STATEMENT OF MATERIAL FACTS AND/OR PROCEEDINGS:
On June 17, 2022, Plaintiffs THC — Orange County, LLC d/b/a
Kindred Hospital — Los Angeles, KND Development 52, L.L.C. d/b/a Kindred
Hospital — Baldwin Park (“Plaintiffs”) filed a complaint against Defendant
Local Initiative Health Authority for Los Angeles County dba LA Care Health
Plan (“Defendant.”)
On October 11, 2022, Plaintiffs KND Development 52, L.L.C.
d/b/a Kindred Hospital — Baldwin Park, Southern California Specialty Care, LLC
d/b/a Kindred Hospital — La Mirada d/b/a Kindred Hospital — San Gabriel Valley,
THC — Orange County, LLC d/b/a Kindred Hospital — Los Angeles, and KND Real
Estate 40, LLC d/b/a Kindred Hospital — Paramount (“Plaintiffs”) filed a First
Amended Complaint against Defendant Local Initiative Health Authority for Los
Angeles County (“Defendant.”) The operative complaint alleges 3 causes of
action: (1) Breach of Written Contract, (2) Unjust Enrichment/Constructive
Trust, and (3) Declaratory Relief. Plaintiffs allege that the parties entered
into agreements, the Memorandum of Understanding. Plaintiffs allege that
Defendant has refused to pay Plaintiffs for the valuable hospital services that
it provided to 15 Medi-Cal enrolees with insurance coverage through LA Care.

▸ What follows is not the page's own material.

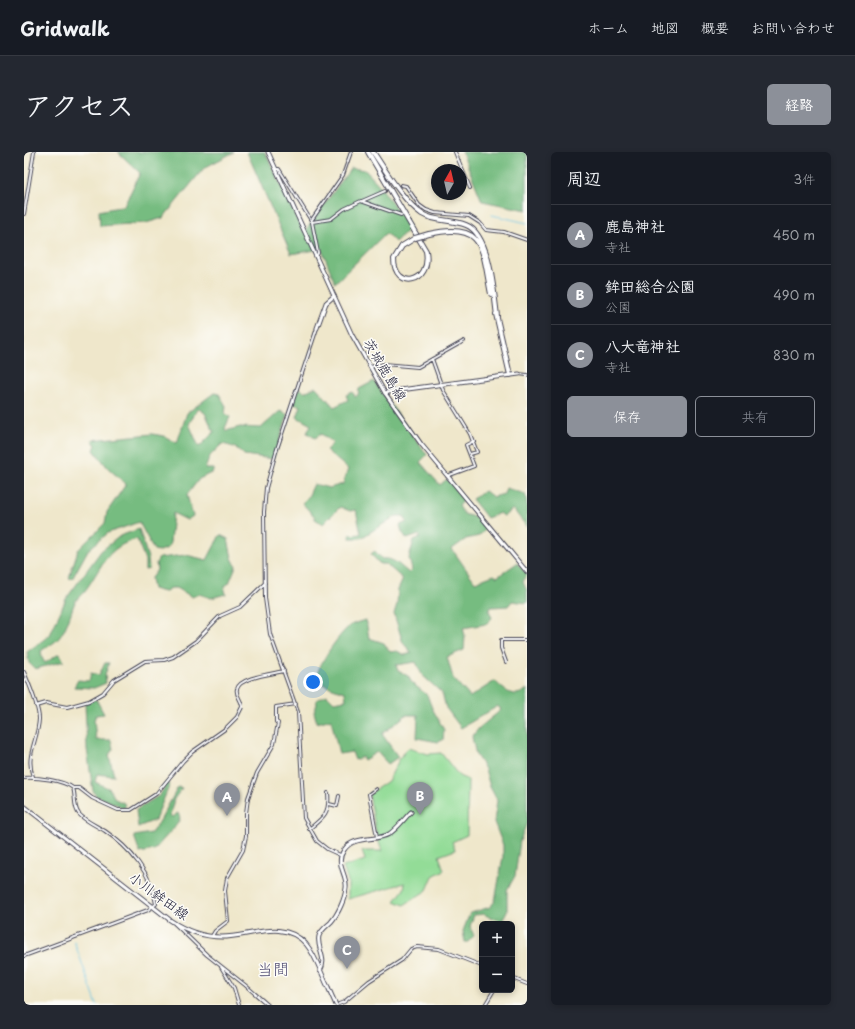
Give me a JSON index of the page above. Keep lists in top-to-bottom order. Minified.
{"streets":{"main road":["茨城鹿島線","小川鉾田線"]},"districts":["当間"],"north":"top","page":{"header":"Gridwalk","nav":["ホーム","地図","概要","お問い合わせ"],"title":"アクセス","buttons":["経路",["保存","共有"]],"heading":["周辺","3件"],"list":[{"mark":"A","name":"鹿島神社","note":"寺社","value":"450 m"},{"mark":"B","name":"鉾田総合公園","note":"公園","value":"490 m"},{"mark":"C","name":"八大竜神社","note":"寺社","value":"830 m"}],"pins":["B","A","C"],"map_buttons":["+","−"]}}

On February 23, 2023, Defendant filed a Demurrer.
Plaintiffs’ Opposition was filed on April 18, 2023.
LEGAL STANDARD
Demurrer
A demurrer for sufficiency tests whether
the complaint states a cause of action. (Hahn v. Mirda (2007) 147 Cal.App.4th 740, 747.) When considering
demurrers, courts read the allegations liberally and in context. In a
demurrer proceeding, the defects must be apparent on the face of the pleading
or via proper judicial notice. (Donabedian
v. Mercury Ins. Co. (2004) 116 Cal.App.4th 968, 994.) “A demurrer
tests the pleadings alone and not the evidence or other extrinsic matters. ….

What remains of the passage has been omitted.